For most cosmologists, however, there is in fact a great deal of difference between, for example, dark matter, supported by multiple strands of observational evidence, and string theory, which belongs to a more speculative realm without existing observational confirmation. Indeed some have suggested that string theory is beyond scientific verification entirely and should not be the recipient of so much research time.23 Boltzmann Brains, for their part, occupy an even more fringe position in contemporary cosmology than string theory. Though both are highly speculative, insofar as they rely on speculative hypotheses derived from our model of the universe rather than empirical observation, Boltzmann Brains are much more peripheral, and more challenging.
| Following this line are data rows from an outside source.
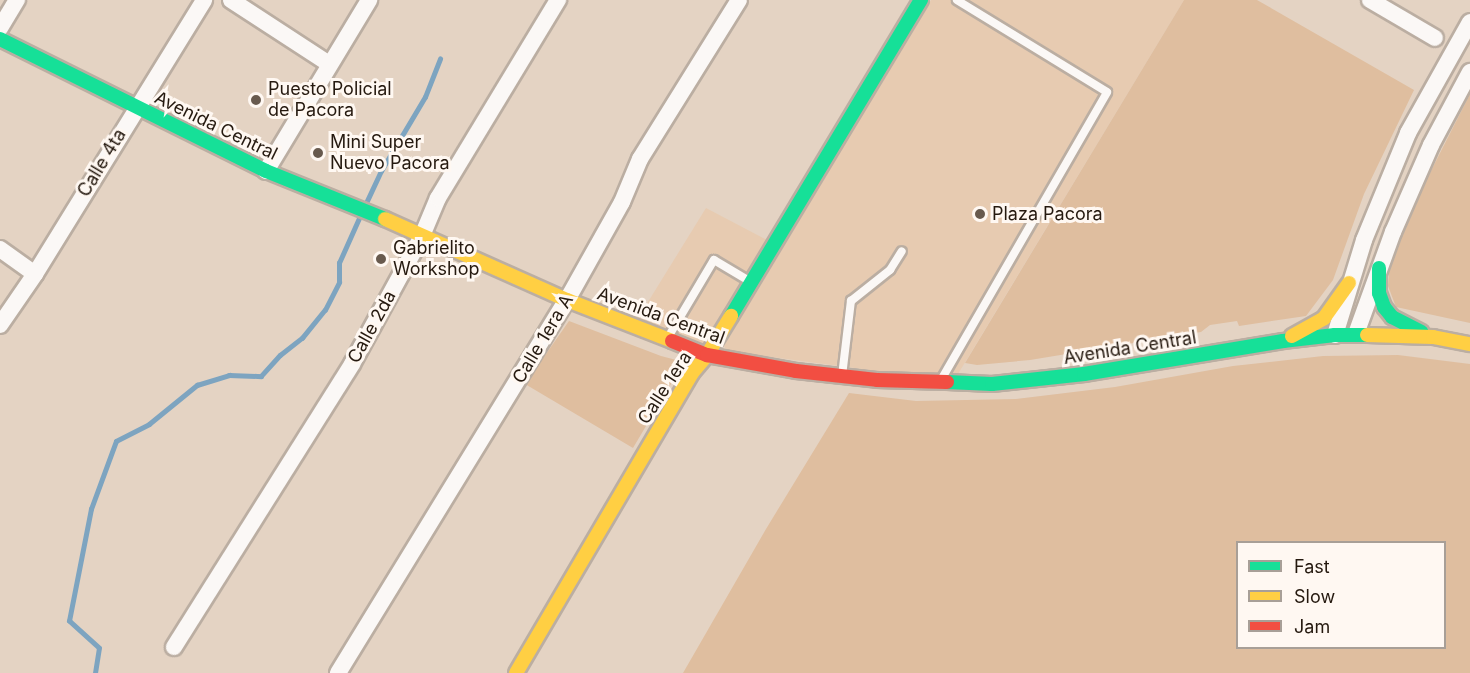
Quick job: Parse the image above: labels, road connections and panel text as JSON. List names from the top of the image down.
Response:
{
  "streets": {
    "street": [
      "Avenida Central",
      "Calle 4ta",
      "Calle 2da",
      "Calle 1era A",
      "Calle 1era"
    ]
  },
  "crossings": [
    ["Avenida Central", "Calle 4ta"],
    ["Avenida Central", "Calle 2da"],
    ["Avenida Central", "Calle 1era A"],
    ["Avenida Central", "Calle 1era"]
  ],
  "places": [
    "Puesto Policial de Pacora",
    "Mini Super Nuevo Pacora",
    "Plaza Pacora",
    "Gabrielito Workshop"
  ],
  "legend": ["Fast", "Slow", "Jam"]
}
Boltzmann Brains are perplexing for cosmologists because, as we mentioned earlier, they cause a logical paradox, which undermines the philosophical foundations that let cosmologists make what they consider to be grounded speculations about the universe. Modern Western cosmology, since the seventeenth century, has been a history of Copernican displacements. The Sun does not go around Earth. The solar system is only one of many in an undistinguished spiral arm of an ordinary galaxy, one of billions, nowhere special in an enormous universe. In one sense, this profound displacement of humanity from the center of things has been the saving grace for cosmology as a science. It can draw on humans’ very mediocrity to posit them as typical observers of a homogeneous and isotropic universe. Statistically this allows cosmology to make statements based on observations, knowing they would look similar from any vantage point. This lets cosmologists draw conclusions with some certainty, even though they cannot make repeated experiments as most other natural scientists do.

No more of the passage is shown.